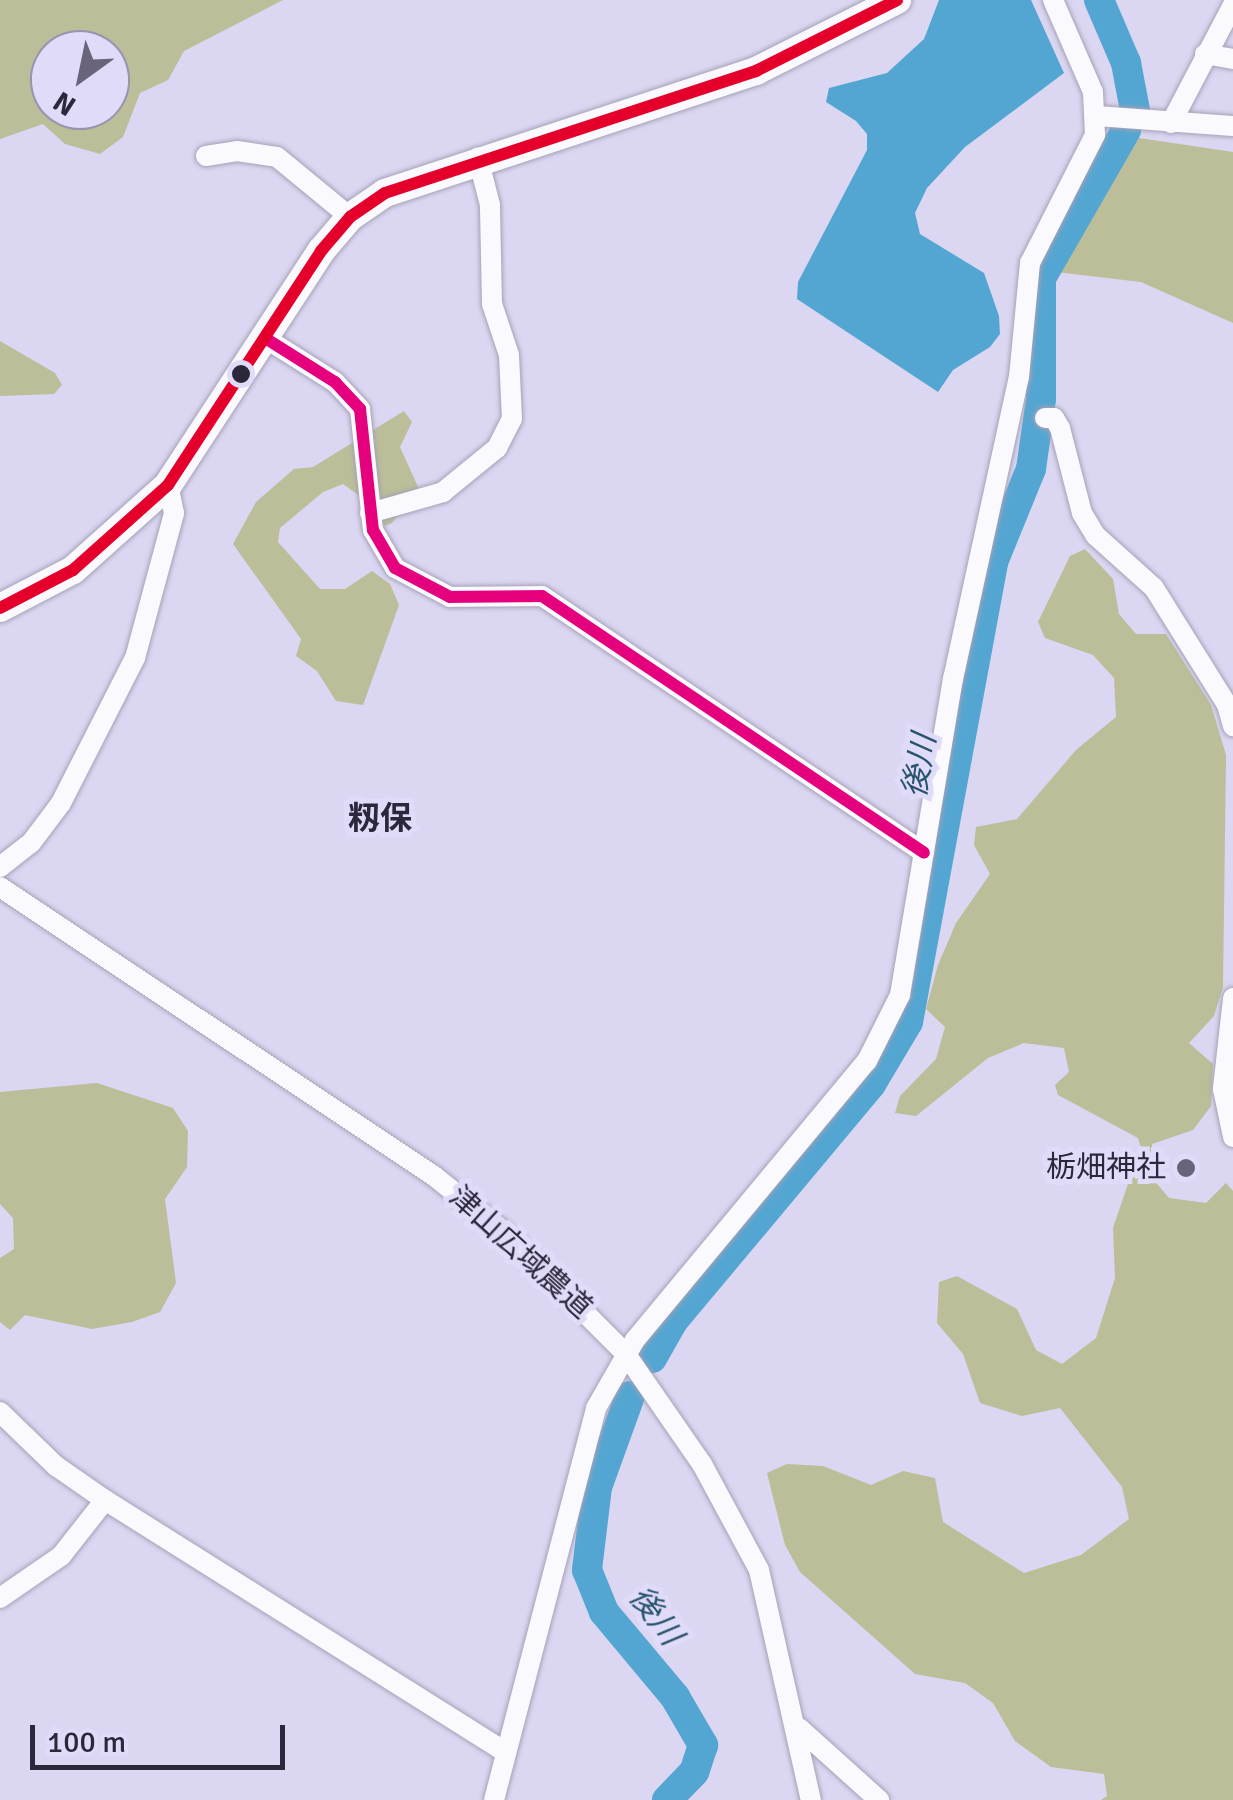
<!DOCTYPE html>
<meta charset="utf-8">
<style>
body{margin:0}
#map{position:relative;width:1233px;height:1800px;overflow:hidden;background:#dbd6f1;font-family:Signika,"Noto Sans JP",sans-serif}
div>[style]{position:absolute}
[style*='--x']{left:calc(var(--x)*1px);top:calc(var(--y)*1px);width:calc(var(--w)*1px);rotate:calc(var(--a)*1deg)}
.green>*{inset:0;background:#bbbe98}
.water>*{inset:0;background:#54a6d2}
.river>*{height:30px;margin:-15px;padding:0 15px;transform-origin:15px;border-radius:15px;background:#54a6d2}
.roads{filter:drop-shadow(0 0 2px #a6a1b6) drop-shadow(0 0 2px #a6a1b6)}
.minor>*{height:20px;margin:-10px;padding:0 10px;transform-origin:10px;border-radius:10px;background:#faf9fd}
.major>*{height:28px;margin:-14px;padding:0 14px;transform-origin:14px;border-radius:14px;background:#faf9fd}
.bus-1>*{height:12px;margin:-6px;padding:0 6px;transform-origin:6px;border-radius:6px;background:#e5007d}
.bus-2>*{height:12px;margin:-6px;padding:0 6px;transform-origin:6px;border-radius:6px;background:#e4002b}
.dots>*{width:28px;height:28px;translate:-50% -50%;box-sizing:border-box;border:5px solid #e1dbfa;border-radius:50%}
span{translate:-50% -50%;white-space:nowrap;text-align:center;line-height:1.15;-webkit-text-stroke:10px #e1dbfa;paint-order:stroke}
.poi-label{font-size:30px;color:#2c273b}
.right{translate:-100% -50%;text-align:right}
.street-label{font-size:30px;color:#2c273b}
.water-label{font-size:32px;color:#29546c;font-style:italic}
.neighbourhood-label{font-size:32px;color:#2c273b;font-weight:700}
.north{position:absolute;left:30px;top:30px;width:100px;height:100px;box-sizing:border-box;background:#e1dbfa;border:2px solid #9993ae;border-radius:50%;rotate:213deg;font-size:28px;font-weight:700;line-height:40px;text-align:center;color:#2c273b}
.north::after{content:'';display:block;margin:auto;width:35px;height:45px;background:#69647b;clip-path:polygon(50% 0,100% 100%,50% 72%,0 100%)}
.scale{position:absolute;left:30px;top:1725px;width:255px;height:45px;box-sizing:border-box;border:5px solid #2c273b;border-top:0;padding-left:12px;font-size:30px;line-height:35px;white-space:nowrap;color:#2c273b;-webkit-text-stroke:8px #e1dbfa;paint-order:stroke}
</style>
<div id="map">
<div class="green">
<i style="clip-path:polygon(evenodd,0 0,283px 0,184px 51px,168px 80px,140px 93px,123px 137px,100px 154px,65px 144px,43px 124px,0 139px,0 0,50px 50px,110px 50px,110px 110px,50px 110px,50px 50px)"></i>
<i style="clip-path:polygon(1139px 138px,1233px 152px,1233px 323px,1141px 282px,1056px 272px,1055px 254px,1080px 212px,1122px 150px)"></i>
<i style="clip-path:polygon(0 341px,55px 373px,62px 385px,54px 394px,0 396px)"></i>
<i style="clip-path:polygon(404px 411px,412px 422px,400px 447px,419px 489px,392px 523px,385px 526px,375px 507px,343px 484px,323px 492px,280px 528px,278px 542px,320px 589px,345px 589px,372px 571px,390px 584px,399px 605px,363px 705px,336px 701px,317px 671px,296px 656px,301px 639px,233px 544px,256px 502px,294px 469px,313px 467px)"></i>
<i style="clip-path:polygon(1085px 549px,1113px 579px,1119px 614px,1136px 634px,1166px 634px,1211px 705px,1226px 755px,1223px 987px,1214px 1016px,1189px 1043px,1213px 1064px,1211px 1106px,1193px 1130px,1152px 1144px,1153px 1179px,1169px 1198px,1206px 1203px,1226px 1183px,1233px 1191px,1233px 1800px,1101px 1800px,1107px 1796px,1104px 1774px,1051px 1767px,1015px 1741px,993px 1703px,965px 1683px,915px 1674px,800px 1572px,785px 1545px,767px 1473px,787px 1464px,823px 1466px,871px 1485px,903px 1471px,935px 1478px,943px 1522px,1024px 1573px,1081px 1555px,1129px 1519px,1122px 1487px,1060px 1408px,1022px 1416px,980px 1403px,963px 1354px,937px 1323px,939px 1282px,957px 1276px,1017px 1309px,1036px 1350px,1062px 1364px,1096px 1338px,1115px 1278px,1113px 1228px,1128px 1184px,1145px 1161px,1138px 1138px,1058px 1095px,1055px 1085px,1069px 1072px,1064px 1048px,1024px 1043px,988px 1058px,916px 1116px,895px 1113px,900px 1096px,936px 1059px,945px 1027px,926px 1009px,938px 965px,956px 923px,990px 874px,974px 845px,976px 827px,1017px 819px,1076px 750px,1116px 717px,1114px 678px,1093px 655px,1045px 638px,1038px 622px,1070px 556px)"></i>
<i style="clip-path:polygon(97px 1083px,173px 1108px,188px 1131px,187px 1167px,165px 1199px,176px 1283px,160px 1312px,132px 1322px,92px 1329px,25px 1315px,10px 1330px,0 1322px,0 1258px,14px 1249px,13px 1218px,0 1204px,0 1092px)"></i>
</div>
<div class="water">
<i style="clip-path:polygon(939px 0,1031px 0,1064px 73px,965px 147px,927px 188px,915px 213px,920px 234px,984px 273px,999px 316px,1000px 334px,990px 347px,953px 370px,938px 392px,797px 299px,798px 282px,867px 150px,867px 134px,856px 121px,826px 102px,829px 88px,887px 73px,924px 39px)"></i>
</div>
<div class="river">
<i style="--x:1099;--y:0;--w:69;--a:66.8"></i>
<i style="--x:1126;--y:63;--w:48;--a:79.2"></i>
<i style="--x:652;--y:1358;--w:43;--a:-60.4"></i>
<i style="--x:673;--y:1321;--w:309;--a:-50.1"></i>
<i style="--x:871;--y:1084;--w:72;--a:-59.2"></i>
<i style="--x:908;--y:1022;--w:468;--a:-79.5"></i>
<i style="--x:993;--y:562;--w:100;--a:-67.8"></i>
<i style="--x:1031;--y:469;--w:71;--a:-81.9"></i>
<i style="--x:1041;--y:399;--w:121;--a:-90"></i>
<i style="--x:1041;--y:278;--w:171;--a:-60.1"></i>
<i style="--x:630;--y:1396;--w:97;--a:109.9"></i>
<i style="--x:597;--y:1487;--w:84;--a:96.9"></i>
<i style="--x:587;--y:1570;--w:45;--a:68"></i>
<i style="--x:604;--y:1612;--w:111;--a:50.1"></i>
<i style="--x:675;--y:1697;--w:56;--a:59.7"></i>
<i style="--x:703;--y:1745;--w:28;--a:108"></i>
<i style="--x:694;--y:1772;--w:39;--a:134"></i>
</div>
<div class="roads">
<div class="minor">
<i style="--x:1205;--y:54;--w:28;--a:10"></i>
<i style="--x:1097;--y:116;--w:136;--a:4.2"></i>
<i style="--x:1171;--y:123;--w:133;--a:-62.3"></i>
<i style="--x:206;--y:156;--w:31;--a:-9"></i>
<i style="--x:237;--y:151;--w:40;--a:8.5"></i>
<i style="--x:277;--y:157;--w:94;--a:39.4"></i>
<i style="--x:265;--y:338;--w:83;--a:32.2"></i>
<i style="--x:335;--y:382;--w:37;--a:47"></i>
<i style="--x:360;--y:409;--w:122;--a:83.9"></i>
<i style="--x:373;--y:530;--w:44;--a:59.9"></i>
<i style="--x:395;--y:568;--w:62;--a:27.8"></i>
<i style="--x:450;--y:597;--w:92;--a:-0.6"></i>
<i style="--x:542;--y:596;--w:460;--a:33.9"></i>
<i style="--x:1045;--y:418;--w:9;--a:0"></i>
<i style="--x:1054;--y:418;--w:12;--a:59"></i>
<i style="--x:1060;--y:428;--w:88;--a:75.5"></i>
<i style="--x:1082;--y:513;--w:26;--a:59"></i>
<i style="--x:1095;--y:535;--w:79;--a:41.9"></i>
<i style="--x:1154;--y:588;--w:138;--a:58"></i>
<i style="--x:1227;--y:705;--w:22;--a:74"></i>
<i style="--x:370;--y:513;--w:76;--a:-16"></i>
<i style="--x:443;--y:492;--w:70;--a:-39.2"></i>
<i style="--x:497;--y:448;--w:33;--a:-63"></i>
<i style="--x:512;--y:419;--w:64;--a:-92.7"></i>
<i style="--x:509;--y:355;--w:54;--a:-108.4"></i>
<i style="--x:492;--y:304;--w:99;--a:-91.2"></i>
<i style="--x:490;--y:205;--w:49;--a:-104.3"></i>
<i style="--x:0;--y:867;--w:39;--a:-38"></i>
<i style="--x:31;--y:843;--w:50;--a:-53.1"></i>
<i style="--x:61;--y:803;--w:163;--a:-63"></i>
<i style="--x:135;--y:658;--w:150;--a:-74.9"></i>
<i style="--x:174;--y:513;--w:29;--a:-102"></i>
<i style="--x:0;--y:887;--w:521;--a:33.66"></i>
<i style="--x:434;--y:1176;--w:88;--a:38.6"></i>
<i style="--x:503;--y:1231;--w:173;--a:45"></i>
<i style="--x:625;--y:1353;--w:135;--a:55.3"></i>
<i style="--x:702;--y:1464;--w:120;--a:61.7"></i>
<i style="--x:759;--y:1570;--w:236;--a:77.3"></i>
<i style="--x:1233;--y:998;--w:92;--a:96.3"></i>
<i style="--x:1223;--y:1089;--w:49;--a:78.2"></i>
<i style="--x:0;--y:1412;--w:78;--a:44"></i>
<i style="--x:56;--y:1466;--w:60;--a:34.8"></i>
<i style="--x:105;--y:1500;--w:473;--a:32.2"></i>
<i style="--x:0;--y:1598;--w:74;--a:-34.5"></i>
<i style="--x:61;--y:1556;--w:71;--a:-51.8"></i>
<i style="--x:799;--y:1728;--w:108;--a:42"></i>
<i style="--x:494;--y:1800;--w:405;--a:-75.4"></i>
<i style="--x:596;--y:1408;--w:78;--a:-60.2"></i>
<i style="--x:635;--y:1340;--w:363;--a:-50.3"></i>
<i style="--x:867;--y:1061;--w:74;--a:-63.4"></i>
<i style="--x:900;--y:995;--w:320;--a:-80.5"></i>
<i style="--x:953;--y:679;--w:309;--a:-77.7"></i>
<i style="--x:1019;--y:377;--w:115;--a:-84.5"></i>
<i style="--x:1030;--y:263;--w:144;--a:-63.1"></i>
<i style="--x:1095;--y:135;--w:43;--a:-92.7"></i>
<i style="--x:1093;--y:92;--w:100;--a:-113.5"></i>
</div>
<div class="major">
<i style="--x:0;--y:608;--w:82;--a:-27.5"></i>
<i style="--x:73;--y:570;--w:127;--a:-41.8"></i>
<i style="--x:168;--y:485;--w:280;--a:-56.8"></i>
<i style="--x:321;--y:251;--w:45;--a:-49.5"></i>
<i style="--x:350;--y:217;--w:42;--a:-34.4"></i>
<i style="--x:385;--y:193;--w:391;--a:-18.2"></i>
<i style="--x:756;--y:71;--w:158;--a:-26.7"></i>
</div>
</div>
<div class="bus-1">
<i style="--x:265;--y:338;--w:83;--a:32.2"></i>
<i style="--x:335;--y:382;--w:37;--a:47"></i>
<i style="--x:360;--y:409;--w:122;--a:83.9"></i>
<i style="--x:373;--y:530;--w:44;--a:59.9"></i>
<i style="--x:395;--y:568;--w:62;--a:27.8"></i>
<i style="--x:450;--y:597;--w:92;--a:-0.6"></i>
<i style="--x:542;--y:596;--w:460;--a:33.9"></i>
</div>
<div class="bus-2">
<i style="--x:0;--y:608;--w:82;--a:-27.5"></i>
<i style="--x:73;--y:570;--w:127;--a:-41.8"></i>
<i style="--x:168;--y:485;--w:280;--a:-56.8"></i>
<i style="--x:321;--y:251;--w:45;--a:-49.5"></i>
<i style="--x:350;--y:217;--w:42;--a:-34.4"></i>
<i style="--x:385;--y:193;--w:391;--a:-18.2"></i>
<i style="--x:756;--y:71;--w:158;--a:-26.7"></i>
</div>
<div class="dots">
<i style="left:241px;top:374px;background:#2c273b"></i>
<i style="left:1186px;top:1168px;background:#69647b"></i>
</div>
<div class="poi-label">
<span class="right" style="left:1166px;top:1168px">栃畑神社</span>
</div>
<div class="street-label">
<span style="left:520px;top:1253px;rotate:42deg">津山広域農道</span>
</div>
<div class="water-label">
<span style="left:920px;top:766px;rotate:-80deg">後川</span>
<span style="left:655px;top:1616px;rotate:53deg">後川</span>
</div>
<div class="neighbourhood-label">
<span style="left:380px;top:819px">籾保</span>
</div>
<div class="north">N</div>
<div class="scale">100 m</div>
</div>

▶ **Instructions for the task**
List all lines in the material containing the string "inset".

▶ **Response**
.green>*{inset:0;background:#bbbe98}
.water>*{inset:0;background:#54a6d2}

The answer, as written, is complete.